● Exercise objective:
An exact copy of each line below is needed, with no images in it.

── Entries shown ──

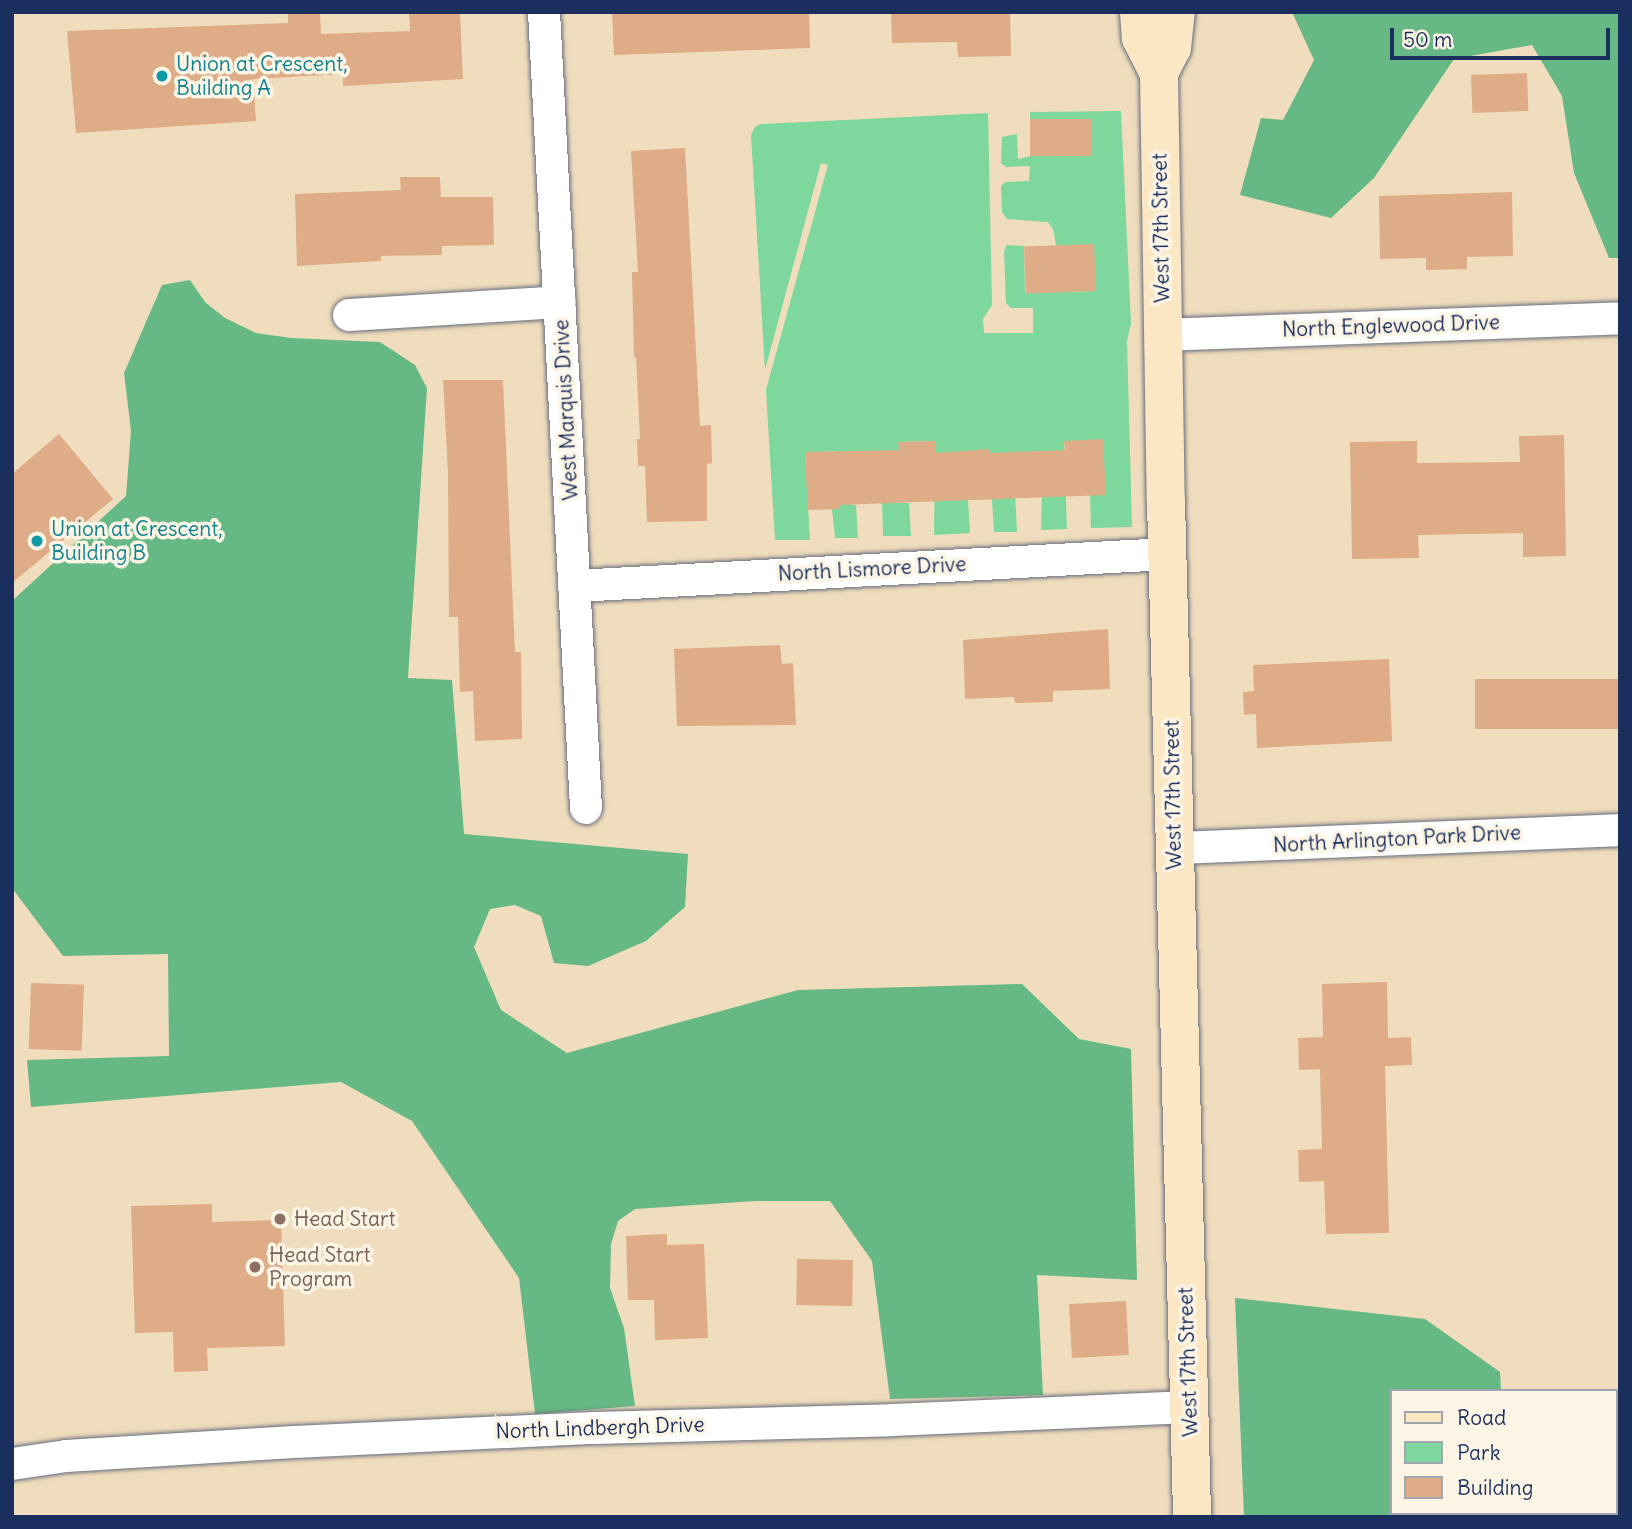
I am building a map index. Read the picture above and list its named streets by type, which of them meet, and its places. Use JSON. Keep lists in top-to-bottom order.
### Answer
{
  "streets": {
    "main road": ["West 17th Street"],
    "street": [
      "North Englewood Drive",
      "West Marquis Drive",
      "North Lismore Drive",
      "North Arlington Park Drive",
      "North Lindbergh Drive"
    ]
  },
  "crossings": [
    ["West 17th Street", "North Englewood Drive"],
    ["West 17th Street", "North Lismore Drive"],
    ["West 17th Street", "North Arlington Park Drive"],
    ["West 17th Street", "North Lindbergh Drive"],
    ["West Marquis Drive", "North Lismore Drive"]
  ],
  "places": [
    "Union at Crescent, Building A",
    "Union at Crescent, Building B",
    "Head Start",
    "Head Start Program"
  ],
  "legend": ["Road", "Park", "Building"],
  "scale_bar": "50 m"
}
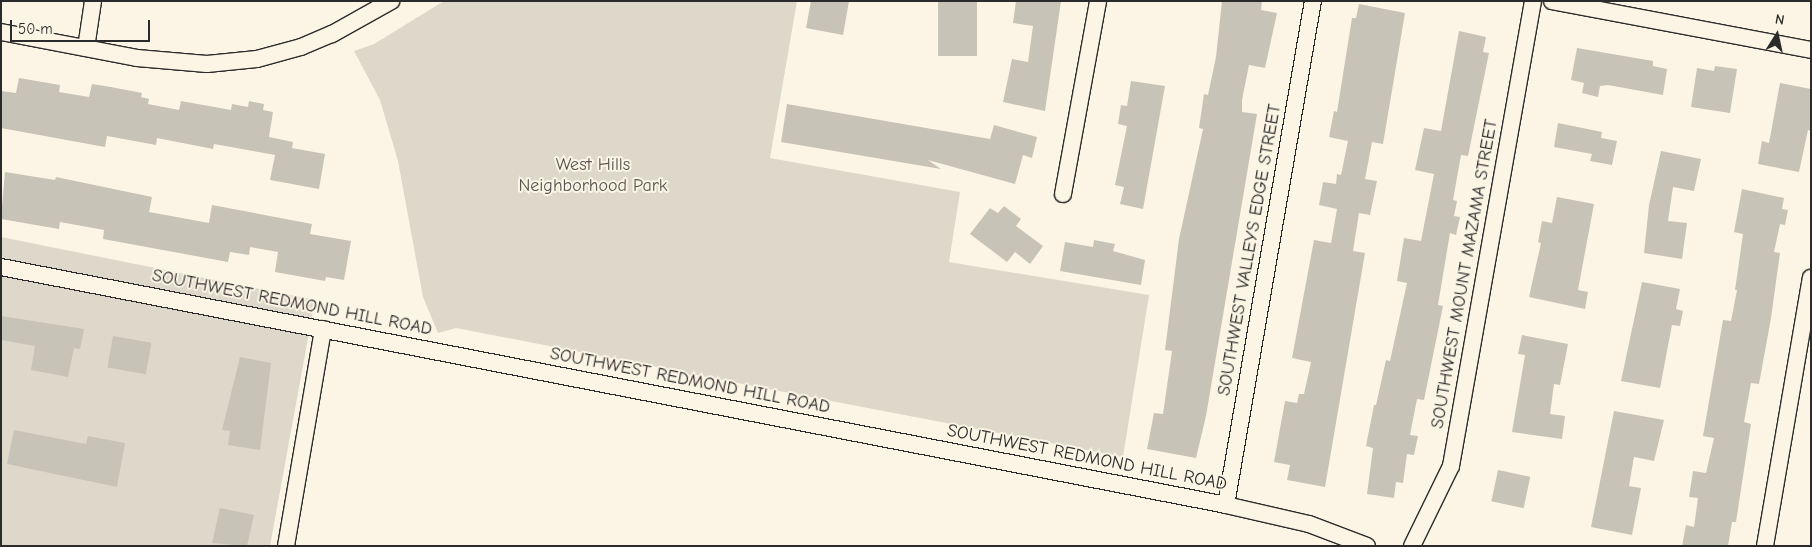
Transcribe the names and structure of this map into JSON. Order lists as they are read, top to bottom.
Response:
{
  "streets": {
    "street": ["SOUTHWEST VALLEYS EDGE STREET", "SOUTHWEST MOUNT MAZAMA STREET", "SOUTHWEST REDMOND HILL ROAD"]
  },
  "crossings": [
    ["SOUTHWEST VALLEYS EDGE STREET", "SOUTHWEST REDMOND HILL ROAD"]
  ],
  "parks": ["West Hills Neighborhood Park"],
  "scale_bar": "50 m",
  "north": "top"
}
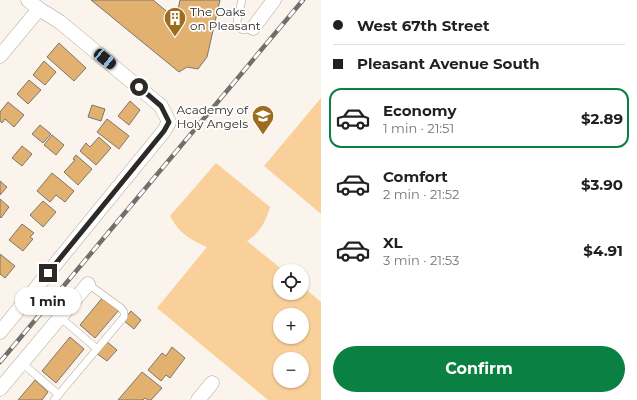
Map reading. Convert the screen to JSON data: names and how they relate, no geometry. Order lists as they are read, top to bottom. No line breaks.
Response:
{"places":{"building":["The Oaks on Pleasant"],"school or university":["Academy of Holy Angels"]},"page":{"banner":["West 67th Street","Pleasant Avenue South"],"list":[{"name":"Economy","note":"1 min · 21:51","value":"$2.89"},{"name":"Comfort","note":"2 min · 21:52","value":"$3.90"},{"name":"XL","note":"3 min · 21:53","value":"$4.91"}],"map_buttons":["+","−"],"bubble":"1 min","buttons":"Confirm"}}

───

● Written answer:
I am building a map index. Read the picture above and list its named streets by type, which of them meet, and its places. Use JSON. Keep lists in top-to-bottom order.
### Answer
{
  "streets": {
    "main road": ["West 17th Street"],
    "street": [
      "North Englewood Drive",
      "West Marquis Drive",
      "North Lismore Drive",
      "North Arlington Park Drive",
      "North Lindbergh Drive"
    ]
  },
  "crossings": [
    ["West 17th Street", "North Englewood Drive"],
    ["West 17th Street", "North Lismore Drive"],
    ["West 17th Street", "North Arlington Park Drive"],
    ["West 17th Street", "North Lindbergh Drive"],
    ["West Marquis Drive", "North Lismore Drive"]
  ],
  "places": [
    "Union at Crescent, Building A",
    "Union at Crescent, Building B",
    "Head Start",
    "Head Start Program"
  ],
  "legend": ["Road", "Park", "Building"],
  "scale_bar": "50 m"
}
Transcribe the names and structure of this map into JSON. Order lists as they are read, top to bottom.
Response:
{
  "streets": {
    "street": ["SOUTHWEST VALLEYS EDGE STREET", "SOUTHWEST MOUNT MAZAMA STREET", "SOUTHWEST REDMOND HILL ROAD"]
  },
  "crossings": [
    ["SOUTHWEST VALLEYS EDGE STREET", "SOUTHWEST REDMOND HILL ROAD"]
  ],
  "parks": ["West Hills Neighborhood Park"],
  "scale_bar": "50 m",
  "north": "top"
}
Map reading. Convert the screen to JSON data: names and how they relate, no geometry. Order lists as they are read, top to bottom. No line breaks.
Response:
{"places":{"building":["The Oaks on Pleasant"],"school or university":["Academy of Holy Angels"]},"page":{"banner":["West 67th Street","Pleasant Avenue South"],"list":[{"name":"Economy","note":"1 min · 21:51","value":"$2.89"},{"name":"Comfort","note":"2 min · 21:52","value":"$3.90"},{"name":"XL","note":"3 min · 21:53","value":"$4.91"}],"map_buttons":["+","−"],"bubble":"1 min","buttons":"Confirm"}}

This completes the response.